Net-Zero Roadmap for Indonesia’s Steel Industry

Global Efficiency Intelligence: Ali Hasanbeigi, Cecilia Springer, Cassandra Savel

ASEAN Centre for Energy: Dan Resky Valeriz, Zulfikar Yurnaidi, Vu Trong Duc Anh


Indonesia has pledged to achieve net-zero greenhouse gas (GHG) emissions by 2060. To meet this target, the steel sector, a major source of industrial emissions in Indonesia, must see its emissions peak and begin to decline. With the dominance of carbon-intensive blast furnace-basic oxygen furnace (BF-BOF) steelmaking and continued investment in new BF capacity, decarbonizing Indonesia’s steel sector will be particularly challenging. This report provides an overview of steel production, energy use, and emissions trends in Indonesia and presents a data-driven roadmap for deep decarbonization through to 2060. It evaluates multiple technology and policy pathways through scenario analysis and outlines key milestones for 2030, 2040, 2050, and 2060. The report concludes with actionable policy recommendations for the Indonesian government, steel producers, consumers, and other relevant stakeholders.

While Indonesia produces a relatively small share of the world’s total steel, it is the second-largest steel producer in Southeast Asia, the 4th largest exporter of steel globally by value, and the 14th largest steel producing country in the world, with production expected to grow rapidly (IBAI 2024).
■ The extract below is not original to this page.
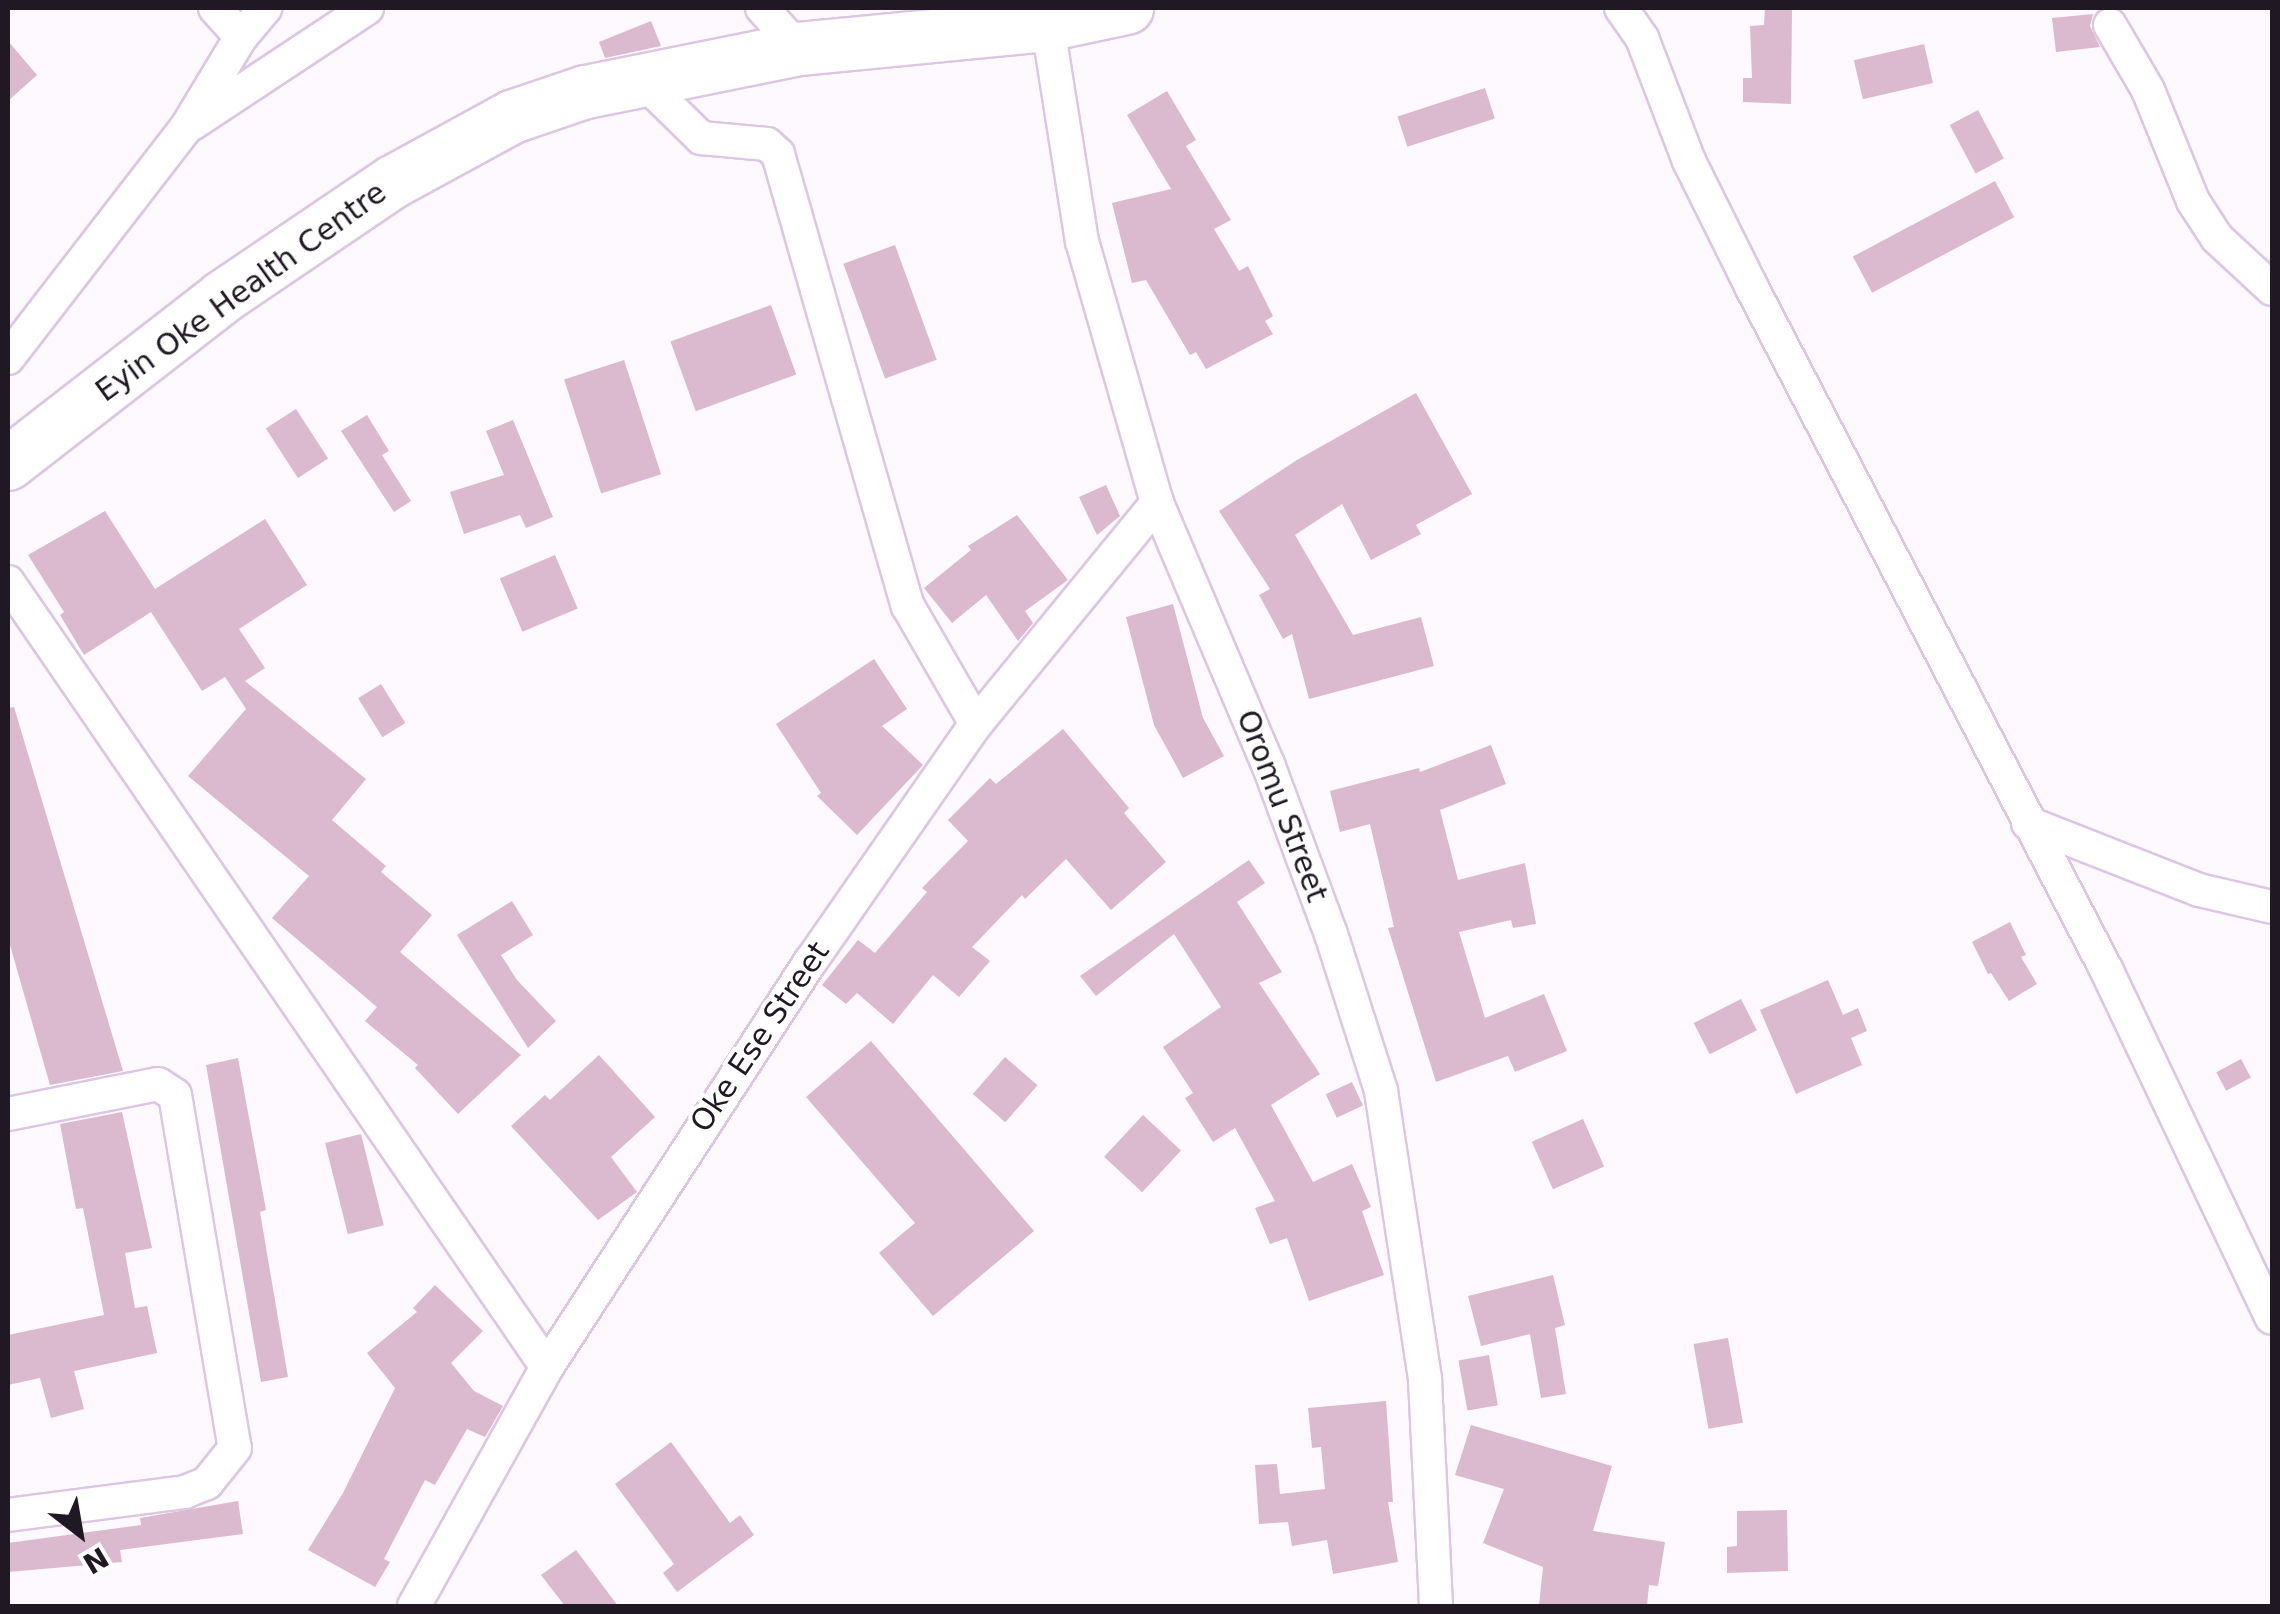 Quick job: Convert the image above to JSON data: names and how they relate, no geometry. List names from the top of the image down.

In 2023, Indonesia’s crude steel production reached nearly 17 million tons (Mt) and this is expected to grow to up to 60 Mt per year in 2060. The steel industry plays a critical role in Indonesia’s economic development, supporting key sectors such as construction, automotive manufacturing, and infrastructure while contributing to industrial growth and job creation across the country.

This Net-Zero Roadmap for Indonesia’s Steel Industry (‘Roadmap’) describes the current status of Indonesia’s steel industry and outlines four future industry development scenarios: Business-as-Usual (BAU), Moderate, Advanced, and Net-Zero, looking at the impacts of these scenarios through to 2060.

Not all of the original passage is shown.